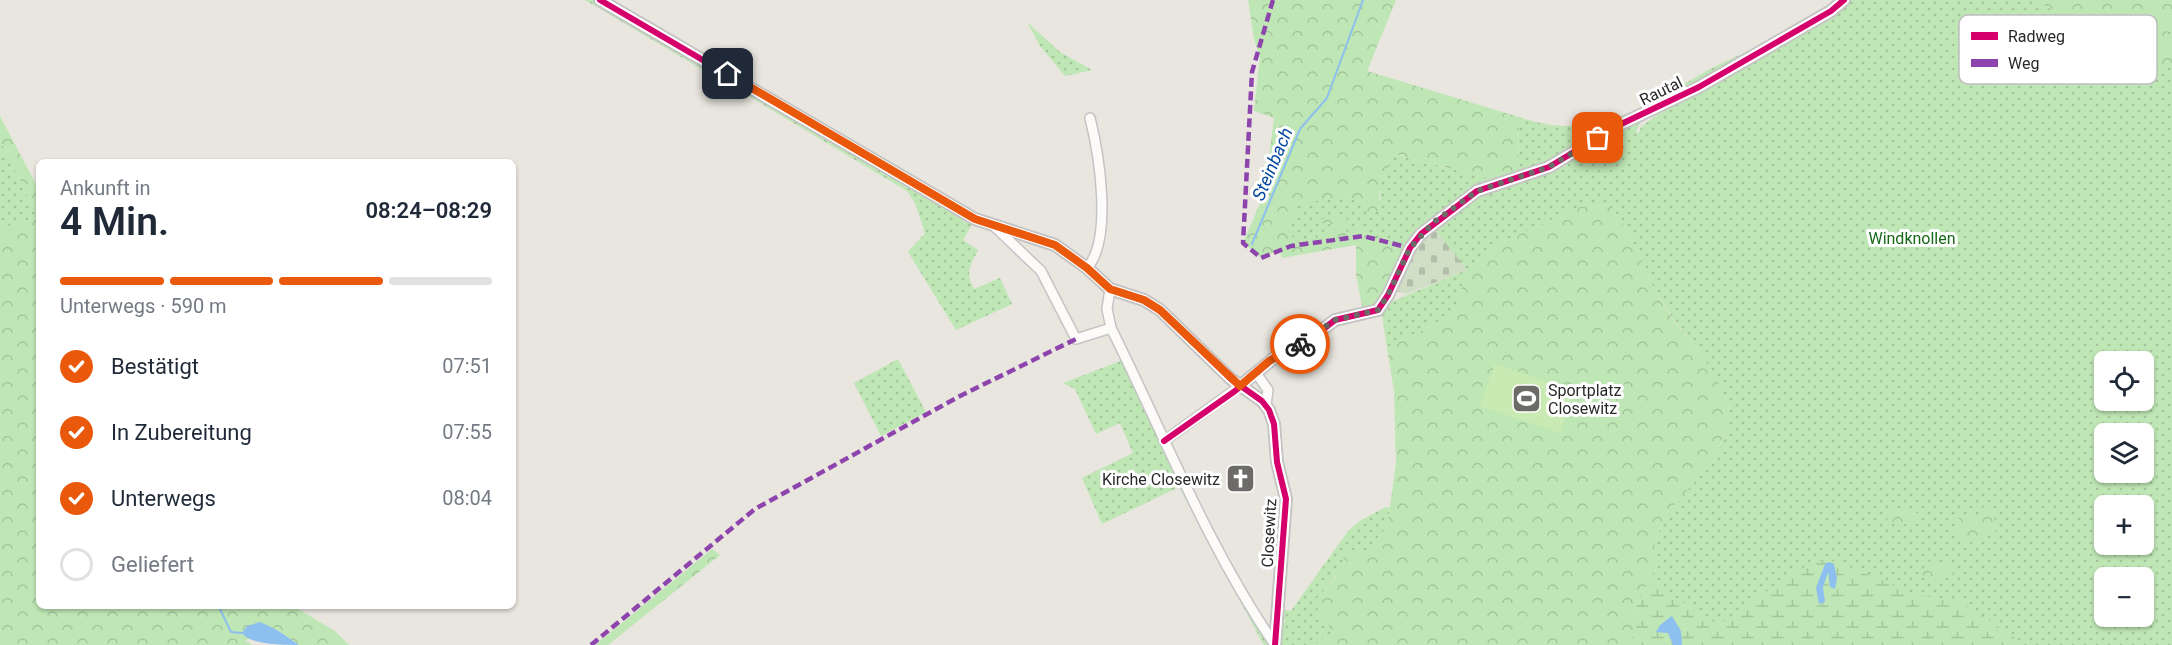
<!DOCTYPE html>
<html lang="de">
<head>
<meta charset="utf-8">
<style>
  body { margin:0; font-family:Roboto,sans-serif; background:#f6f6f7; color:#1f2937; height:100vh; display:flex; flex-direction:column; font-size:22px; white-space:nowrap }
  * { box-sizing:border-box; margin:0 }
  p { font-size:20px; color:#747a83 }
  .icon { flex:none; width:33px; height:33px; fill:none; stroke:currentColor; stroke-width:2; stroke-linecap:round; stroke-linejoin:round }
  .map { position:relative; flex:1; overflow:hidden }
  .drawer { position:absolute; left:36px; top:159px; width:480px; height:450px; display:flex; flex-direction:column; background:#fff; border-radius:9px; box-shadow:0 2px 4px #0004 }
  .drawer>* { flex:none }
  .buttons { position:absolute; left:2094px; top:351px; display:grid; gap:12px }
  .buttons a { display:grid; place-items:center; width:60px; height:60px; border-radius:9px; background:#fff; box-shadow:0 2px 4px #0004; font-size:30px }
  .pin { position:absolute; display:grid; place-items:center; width:51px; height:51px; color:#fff; margin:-26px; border-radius:12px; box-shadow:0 3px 9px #0006 }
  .courier { position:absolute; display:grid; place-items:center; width:60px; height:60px; margin:-30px; border:4px solid #ea580c; border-radius:50%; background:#fff; color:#222; box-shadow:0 2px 8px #0007 }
  .overview em { font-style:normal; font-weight:600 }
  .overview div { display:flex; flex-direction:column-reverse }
  .overview { display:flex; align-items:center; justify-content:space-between; height:102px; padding:0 24px }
  h1 { font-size:39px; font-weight:600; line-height:45px }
  .bar { display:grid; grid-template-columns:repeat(4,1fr); gap:9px 6px; align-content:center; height:72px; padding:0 24px }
  .bar i { height:8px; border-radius:4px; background:#e0e1e3 }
  .bar .active { background:#ea580c }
  .bar p { grid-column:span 4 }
  ol { padding:0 24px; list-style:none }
  li { display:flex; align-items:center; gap:18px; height:66px }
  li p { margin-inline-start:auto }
  li .icon { padding:6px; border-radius:50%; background:#ea580c; color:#fff; stroke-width:4 }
  li:last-child { color:#747a83 }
  li i { width:33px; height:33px; border:3px solid #e0e1e3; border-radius:50% }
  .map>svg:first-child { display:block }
  .green { fill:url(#green-dots); fill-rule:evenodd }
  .forest { fill:url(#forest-crowns) }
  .wetland { fill:url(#wetland-marsh) }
  .cemetery { fill:url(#cemetery-stones) }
  .pitch { fill:#c9eab2 }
  .water { fill:#8dc0ee }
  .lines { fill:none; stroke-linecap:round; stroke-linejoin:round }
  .stream { stroke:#8dc0ee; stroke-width:2 }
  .minor-casing { stroke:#c5c4c4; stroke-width:12 }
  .tertiary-casing { stroke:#c5c4c4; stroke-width:14 }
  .minor { stroke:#fcfbfa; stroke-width:9 }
  .tertiary { stroke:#fcfbfa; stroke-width:10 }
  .quiet { stroke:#8e44ad; stroke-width:4.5; stroke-dasharray:9 4.5; stroke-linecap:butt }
  .cycleway-casing { stroke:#fff; stroke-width:10 }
  .cycleway { stroke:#d6006c; stroke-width:6 }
  .done { stroke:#6c6b68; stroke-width:6; stroke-dasharray:0 10.8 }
  .route { stroke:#ea580c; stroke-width:8 }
  .labels { text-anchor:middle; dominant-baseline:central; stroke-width:6; stroke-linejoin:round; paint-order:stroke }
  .street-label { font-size:16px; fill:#292929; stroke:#fff }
  .park-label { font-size:16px; fill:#166917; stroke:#fff }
  .poi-label { font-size:16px; fill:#292929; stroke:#fff; text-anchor:start }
  .water-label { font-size:18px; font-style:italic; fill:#0649a0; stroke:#fff }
  .key { fill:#fff; stroke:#bfbfbf; stroke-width:1.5 }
  .key-label { font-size:16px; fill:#292929 }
</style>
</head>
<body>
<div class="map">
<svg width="2172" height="645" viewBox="0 0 2172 645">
  <defs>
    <pattern id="green-dots" width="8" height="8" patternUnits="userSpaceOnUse" patternTransform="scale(1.5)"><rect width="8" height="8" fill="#bfe6b5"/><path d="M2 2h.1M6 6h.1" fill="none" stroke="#a4c59c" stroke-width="1.8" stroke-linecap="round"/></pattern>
    <pattern id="forest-crowns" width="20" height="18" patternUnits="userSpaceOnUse" patternTransform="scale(1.5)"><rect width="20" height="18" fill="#bfe6b5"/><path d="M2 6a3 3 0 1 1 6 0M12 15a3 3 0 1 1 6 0" fill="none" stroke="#a4c59c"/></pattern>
    <pattern id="wetland-marsh" width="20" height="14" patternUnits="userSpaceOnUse" patternTransform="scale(1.5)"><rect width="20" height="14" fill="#bfe6b5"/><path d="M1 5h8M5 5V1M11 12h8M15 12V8" fill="none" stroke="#a4c59c"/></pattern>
    <pattern id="cemetery-stones" width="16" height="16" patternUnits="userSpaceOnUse" patternTransform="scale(1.5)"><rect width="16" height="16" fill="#cfdec5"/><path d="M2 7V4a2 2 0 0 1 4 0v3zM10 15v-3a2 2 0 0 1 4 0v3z" fill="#b2bea9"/></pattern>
  </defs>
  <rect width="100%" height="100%" fill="#e8e6de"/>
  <!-- green -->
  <g class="green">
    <path d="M585,0H593L705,64L703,70Z"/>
    <path d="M1833,0H1839L1697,84L1547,165L1518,175L1519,117C1546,126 1567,129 1595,123C1640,115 1675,88 1714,67C1746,51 1811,25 1833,0Z"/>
    <path d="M1850,0H2172V645H1630L1639,598L1657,567L1654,548L1663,518L1718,455C1719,440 1734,423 1729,407C1715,366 1685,337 1662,302C1642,272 1635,230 1608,205L1580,207L1504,241L1467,270L1454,314L1387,348L1382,315L1386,304L1466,270L1433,227L1464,203L1497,186L1637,121H1641L1636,132L1639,133L1641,127L1657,115L1799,34L1818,25ZM2104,362H2144V400H2104ZM2104,434H2144V472H2104ZM2104,506H2144V544H2104ZM2104,578H2144V616H2104Z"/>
    <path d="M1027,22L1060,52L1092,70L1065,76L1040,46Z"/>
    <path d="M714,69L965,217L964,222L973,223L963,240L978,250C970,266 965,273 974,289L1000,278L1012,304L956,330L908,252L925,233L915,203L907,191L710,73Z"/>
    <path d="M0,140L38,218L0,228Z"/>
    <path d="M1393,154L1496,180L1418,231L1403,249L1365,238L1361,235V227L1353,234L1347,233L1345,228L1349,223H1322L1337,225V230L1322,232L1297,244L1287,234L1298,204C1318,200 1349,194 1367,205L1381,200L1379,188Z"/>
    <path d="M898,359L926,412L881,436L854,383Z"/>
    <path d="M1123,360L1270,645H1264L1261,640L1179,487L1102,524L1082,478L1133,453L1120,423L1096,434L1075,389L1063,383Z"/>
    <path d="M1386,507L1390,508L1387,527L1363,554L1336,576L1314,602L1333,632L1313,645H1282L1279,640L1280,625L1285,622L1284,617H1280L1281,609L1291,611L1348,531L1361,520Z"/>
  </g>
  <!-- forest -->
  <g class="forest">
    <path d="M1248,0H1396L1367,71L1519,117L1518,175L1496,180L1394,154L1379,188L1380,208L1371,217L1366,215L1367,205C1349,194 1318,200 1298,205L1287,234L1295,238L1297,244L1322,232L1337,230V225L1321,223V219L1332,217L1346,218L1349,223L1345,228L1347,233L1353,234L1355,226H1361V235L1365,238L1403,249L1384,294L1377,305L1363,311L1356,274V245L1282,258L1280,250L1261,258L1243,243L1264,194L1274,118L1254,111L1260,57L1254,39Z"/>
    <path d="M2036,0H2172V24L2164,27L2172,40V66L2138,56L2116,62L2086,52L2067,40L2069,21Z"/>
    <path d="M0,116L39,190V606H293L335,631L349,645H299L277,630L245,640L252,645H0V228L38,218L0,140Z"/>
    <path d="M1608,205C1634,229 1642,271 1661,301C1683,337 1717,366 1729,408C1734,425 1719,437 1718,455L1663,518L1654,548L1657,567L1635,606L1632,645H1313L1333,632L1313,602L1349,563L1342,557L1349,549L1363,554L1387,527L1396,464L1394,391L1387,348L1454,314L1467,270L1504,241L1580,207Z"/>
    <path d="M1891,506L1921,514V521L1912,525L1889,522L1885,515Z"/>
    <path d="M1983,507C1993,512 1998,521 1995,532L1968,544L1958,532L1956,520L1964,515L1978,517Z"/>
    <path d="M712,549L720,555L608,645H595Z"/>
    <path d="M1927,561L1953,566V576L1929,581L1922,574Z"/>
  </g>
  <!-- wetland -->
  <path class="wetland" d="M1823,560L1837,562L1917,595L1960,601L2025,645H1632L1635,606L1650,582L1719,625L1797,570Z"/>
  <!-- cemetery -->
  <path class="cemetery" d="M1433,227L1467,270L1406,294L1396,291L1414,249Z"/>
  <!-- pitch -->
  <path class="pitch" d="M1495,364L1574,391L1560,433L1480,406Z"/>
  <!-- water -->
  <g class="water">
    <path d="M1829,562L1834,564L1837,578L1835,589L1830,587L1828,572L1823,587L1825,602L1819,604L1816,588L1825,564Z"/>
    <path d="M1672,616L1681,631L1682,645H1673L1668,633L1656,632L1660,625Z"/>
    <path d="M260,622L277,630L299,645C281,645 251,645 242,633L247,626Z"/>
  </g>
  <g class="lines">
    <!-- stream -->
    <g class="stream">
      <path d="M1252,244L1300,129L1327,98L1363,0"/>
      <path d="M215,606L220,609L231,632L242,633"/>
    </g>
    <defs>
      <g id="minor">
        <path d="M995,227L1041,271L1076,339L1111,328"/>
        <path d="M1087,268C1113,239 1099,154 1090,118"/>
        <path d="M1110,289L1107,309L1111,328C1164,434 1207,546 1275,645"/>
        <path d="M1256,373L1268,390L1266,405"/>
        <path d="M1164,441L1240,386"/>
      </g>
      <g id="tertiary">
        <path d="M600,0L975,219L1055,245L1087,268L1110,289L1144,300L1160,310L1231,379L1262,401L1269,410L1274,424L1277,462L1286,499L1275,645"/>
        <path d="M1240,386L1280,353L1309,340L1335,320L1378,310L1388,295L1410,248L1421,234L1477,191L1549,167L1617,126L1699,87L1831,11L1844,0"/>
      </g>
    </defs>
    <!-- minor casing -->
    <use href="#minor" class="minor-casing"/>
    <!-- tertiary casing -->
    <use href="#tertiary" class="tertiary-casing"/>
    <!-- minor -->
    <use href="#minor" class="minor"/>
    <!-- tertiary -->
    <use href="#tertiary" class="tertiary"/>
    <!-- quiet -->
    <g class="quiet">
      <path d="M1273,0L1252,72L1243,243L1261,258L1291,246L1363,236L1410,248"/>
      <path d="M591,645L755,509L960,396L1076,339"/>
    </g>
    <defs>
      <g id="cycleway">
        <path d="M600,0L975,219L1055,245L1087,268L1110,289L1144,300L1160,310L1231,379L1262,401L1269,410L1274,424L1277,462L1286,499L1275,645"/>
        <path d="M1164,441L1235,391L1280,353L1309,340L1335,320L1378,310L1388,295L1410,248L1421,234L1477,191L1549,167L1617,126L1699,87L1831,11L1844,0"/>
      </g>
    </defs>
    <!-- cycleway casing -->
    <use href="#cycleway" class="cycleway-casing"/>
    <!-- cycleway -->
    <use href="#cycleway" class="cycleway"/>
  </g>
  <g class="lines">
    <!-- done -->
    <path class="done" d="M1300,344L1335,320L1378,310L1388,295L1410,248L1434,222L1477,191L1549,167L1598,138"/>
    <!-- route -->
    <path class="route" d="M728,74L975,219L1055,245L1087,268L1110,289L1144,300L1160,310L1240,386L1269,361L1300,344"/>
  </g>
  <!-- icons -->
  <defs>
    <symbol id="stadium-square" viewBox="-11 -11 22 22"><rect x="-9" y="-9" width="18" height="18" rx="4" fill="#6c6b68" stroke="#fff"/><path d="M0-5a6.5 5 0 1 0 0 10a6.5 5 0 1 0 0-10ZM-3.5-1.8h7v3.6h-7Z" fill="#fff"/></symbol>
    <symbol id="church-square" viewBox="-11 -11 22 22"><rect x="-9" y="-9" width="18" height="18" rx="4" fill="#6c6b68" stroke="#fff"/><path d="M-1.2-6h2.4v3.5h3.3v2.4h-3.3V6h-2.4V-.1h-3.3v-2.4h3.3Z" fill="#fff"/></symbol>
  </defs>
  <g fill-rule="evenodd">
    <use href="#stadium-square" x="1510" y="382" width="33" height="33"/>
    <use href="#church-square" x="1224" y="462" width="33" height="33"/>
  </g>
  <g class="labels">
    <!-- street labels -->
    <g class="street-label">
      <text transform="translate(1661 91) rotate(-26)">Rautal</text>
      <text transform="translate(1269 533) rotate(-87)">Closewitz</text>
    </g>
    <!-- park labels -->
    <g class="park-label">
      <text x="1912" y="238">Windknollen</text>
    </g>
    <!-- poi labels -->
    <g class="poi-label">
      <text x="1548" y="390">Sportplatz<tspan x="1548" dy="18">Closewitz</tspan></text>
      <text x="1220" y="479" text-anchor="end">Kirche Closewitz</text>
    </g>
    <!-- water labels -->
    <g class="water-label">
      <text transform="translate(1272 164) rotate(-67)">Steinbach</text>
    </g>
  </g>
  <!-- legend -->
  <rect x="1959" y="15" width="198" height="69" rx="9" class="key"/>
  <rect x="1971" y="32" width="27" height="8" fill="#d6006c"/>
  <rect x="1971" y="59" width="27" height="8" fill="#8e44ad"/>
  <g class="key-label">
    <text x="2008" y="42">Radweg</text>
    <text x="2008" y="69">Weg</text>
  </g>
</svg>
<div class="buttons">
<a><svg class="icon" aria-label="locate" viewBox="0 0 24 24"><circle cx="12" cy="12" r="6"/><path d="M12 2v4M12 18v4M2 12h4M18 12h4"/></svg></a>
<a><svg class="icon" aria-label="layers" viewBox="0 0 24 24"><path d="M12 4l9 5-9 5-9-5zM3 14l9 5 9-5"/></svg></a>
<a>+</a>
<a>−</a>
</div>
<div class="pin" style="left:1598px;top:138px;background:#ea580c"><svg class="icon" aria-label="bag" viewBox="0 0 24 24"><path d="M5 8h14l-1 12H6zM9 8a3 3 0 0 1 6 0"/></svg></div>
<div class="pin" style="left:728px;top:74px;background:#1f2937"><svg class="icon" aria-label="home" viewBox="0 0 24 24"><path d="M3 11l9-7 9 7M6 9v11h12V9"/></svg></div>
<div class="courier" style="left:1300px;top:344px"><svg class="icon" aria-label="bike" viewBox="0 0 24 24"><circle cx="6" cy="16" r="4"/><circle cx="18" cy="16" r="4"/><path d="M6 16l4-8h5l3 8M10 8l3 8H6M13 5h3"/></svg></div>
<section class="drawer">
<div class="overview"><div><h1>4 Min.</h1><p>Ankunft in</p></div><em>08:24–08:29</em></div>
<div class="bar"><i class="active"></i><i class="active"></i><i class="active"></i><i></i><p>Unterwegs · 590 m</p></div>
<ol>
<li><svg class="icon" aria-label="check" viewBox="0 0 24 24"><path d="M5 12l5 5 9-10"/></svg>Bestätigt<p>07:51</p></li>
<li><svg class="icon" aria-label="check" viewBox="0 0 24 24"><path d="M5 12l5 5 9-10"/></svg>In Zubereitung<p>07:55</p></li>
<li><svg class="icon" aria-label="check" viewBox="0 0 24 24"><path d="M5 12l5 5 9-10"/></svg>Unterwegs<p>08:04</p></li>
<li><i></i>Geliefert</li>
</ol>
</section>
</div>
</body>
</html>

^^^^^^^^^^^^^^^^

_EXERCISE PROMPT_:
The response must give every line from the material above that holds the string "check".

_ANSWER TO THE EXERCISE_:
<li><svg class="icon" aria-label="check" viewBox="0 0 24 24"><path d="M5 12l5 5 9-10"/></svg>Bestätigt<p>07:51</p></li>
<li><svg class="icon" aria-label="check" viewBox="0 0 24 24"><path d="M5 12l5 5 9-10"/></svg>In Zubereitung<p>07:55</p></li>
<li><svg class="icon" aria-label="check" viewBox="0 0 24 24"><path d="M5 12l5 5 9-10"/></svg>Unterwegs<p>08:04</p></li>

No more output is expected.